Linear tracking turntables, whatever happened?


Curious as to the demise and downfall of the seemingly short lived linear tracking TT.
Just from a geometry point of view I would have thought a linear arm should be superior to one with a fixed pivot that sweeps through an arc.
Obviously there is much more to it than that, sort of the reason for this thread.
I am genuinely interested in trying one out for myself as well.
128x128uberwaltz
Not necessary to constantly fiddle, with the Trans-Fi at least. However, most fiddles bring a reward, so the temptation is there. Also, with the Trans-Fi adjustments are stable, rather more stable than most conventional arms I have used.

@harold-not-the-barrel 

Good questions. Yes, I support the manifold with an arm bolted to an aluminum column, bolted to the plinth. Actually, I designed my TT to accept this mod, and so the air thrust bushing supporting the platter sits on a panzerholz plinth which is fixed to big blocks of steel. The aluminum column is bolted to one of these steel blocks. The Trans-Fi is bolted to the panzerholz plinth through another aluminum column.

The manifold is slightly extended with a machined aluminum piece which is epoxied into the vee of the manifold. This machined piece has a protruding shelf which accepts a #0-80 screw, which touches the new supporting arm. A 1/16 turn of this screw adjusts height by about 20 microns, acting over a distance of about 30cm (screw to manifold pivot), corresponding to an angle of 0.00007 radians, or about 15 seconds of arc. In practice, I use only about half of this resolution, so adjustments are +/- 30 seconds of arc, which is sufficient. The settings are stable.

I haven't found it necessary to damp the Trans-Fi's base - I think that the air cushion covers that. But I haven't tried it, so I don't really know.

Nice talking with you, Harold. All the best!
@clearthink- Have you owned, possessed and used a linear tracking arm for any length, duration or period of time? I'm curious, wondering and eager to know whether your view, opinion and position on these arms is based on experience, involvement and actuality, since my ownership, use and experience has not really required, mandated or necessitated ongoing adjustments, alterations or calibrations. 
Thank you, regards and salutations, 


Since restoring the Beogram 4002's I use, I've never had to fiddle with them. They just work....
Here in Seattle our marquee high end dealer is Definitive Audio. Their founding location on Roosevelt has the flagship clearaudio turntable, linear tracking arm, and cartridge, feeding a host of similarly ultra-high end components terminating in a pair of Wilsons, sorry I forget the model. I just can't get my brain worked up that hard for stuff that doesn't sound good. And this was the worst most expensive (well over $600k and no that is not a misprint, well over a half a Doctor Evil voice MILLION dollars) pile of audio assault I've ever heard. 

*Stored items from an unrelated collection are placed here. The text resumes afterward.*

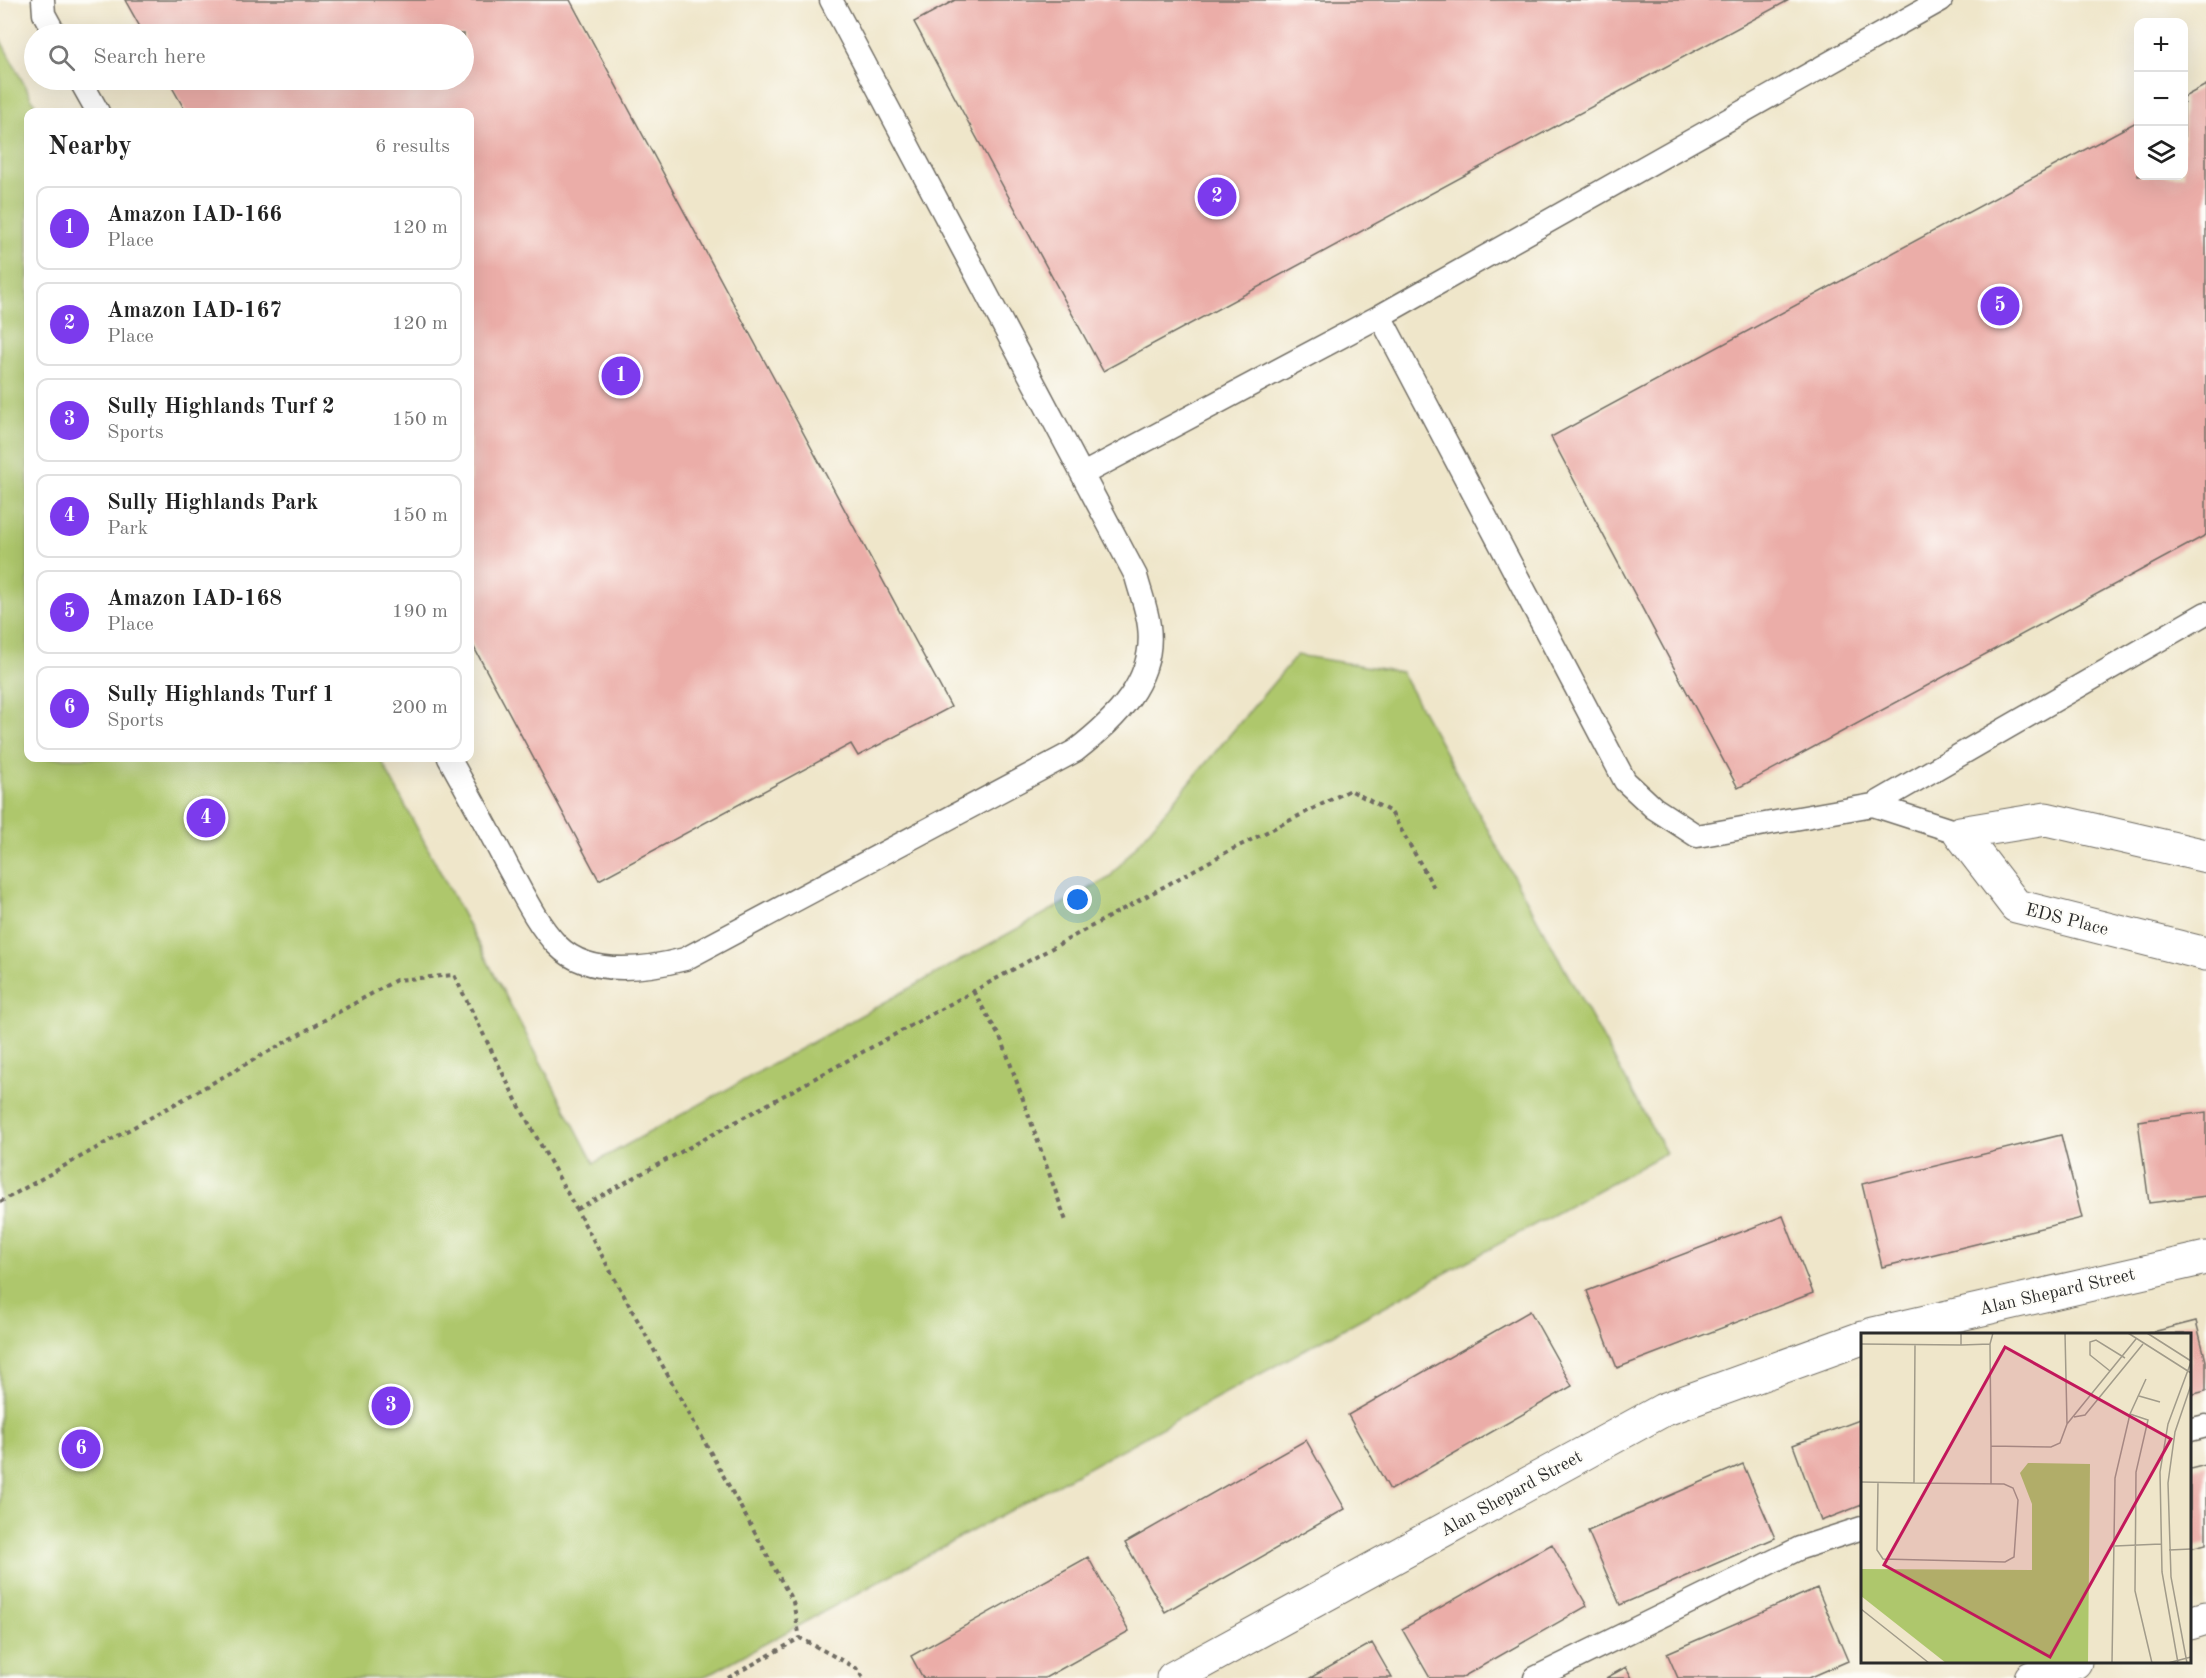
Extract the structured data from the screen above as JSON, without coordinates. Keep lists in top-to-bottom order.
{
  "streets": {
    "street": ["EDS Place", "Alan Shepard Street"]
  },
  "page": {
    "map_buttons": ["+", "−"],
    "search": "Search here",
    "heading": ["Nearby", "6 results"],
    "pins": [
      "2",
      "5",
      "1",
      "4",
      "3",
      "6"
    ],
    "list": [
      {
        "mark": "1",
        "name": "Amazon IAD-166",
        "note": "Place",
        "value": "120 m"
      },
      {
        "mark": "2",
        "name": "Amazon IAD-167",
        "note": "Place",
        "value": "120 m"
      },
      {
        "mark": "3",
        "name": "Sully Highlands Turf 2",
        "note": "Sports",
        "value": "150 m"
      },
      {
        "mark": "4",
        "name": "Sully Highlands Park",
        "note": "Park",
        "value": "150 m"
      },
      {
        "mark": "5",
        "name": "Amazon IAD-168",
        "note": "Place",
        "value": "190 m"
      },
      {
        "mark": "6",
        "name": "Sully Highlands Turf 1",
        "note": "Sports",
        "value": "200 m"
      }
    ]
  }
}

Sorry, but I was only able to remember the other gear long enough to do a web search and come up with the $600k. Because I knew it had to be a phenomenal waste of money. But just how pornographically obscene I could hardly believe even after adding it all up. 

But wait! Sorry! Almost forgot! That doesn't include speaker cables, interconnects, power cords, or power line conditioner! Actually it was probably a cool MILLION dollars worth of audiophool bling.

Linear tracking is one of those things people can think of, that seems like it should be better, just look at all the fancy engineering. Only its not. For proof look no further than the nearby current thread where everyone so far is chiming in saying the same thing, tracking distortion from cartridge alignment just don't matter. Which just happens to be the be-all reason for linear tracking arms. 

A fool and his money.... will find their way to Definitive.... and linear tracking tone arms.

They may not have died and disappeared. But they should have.

Many propositions which do not prove the conclusion. The only relevant proposition is the existence of another thread, which proves little, and certainly not your conclusion. It's called a non-sequitur, Mr. Miller.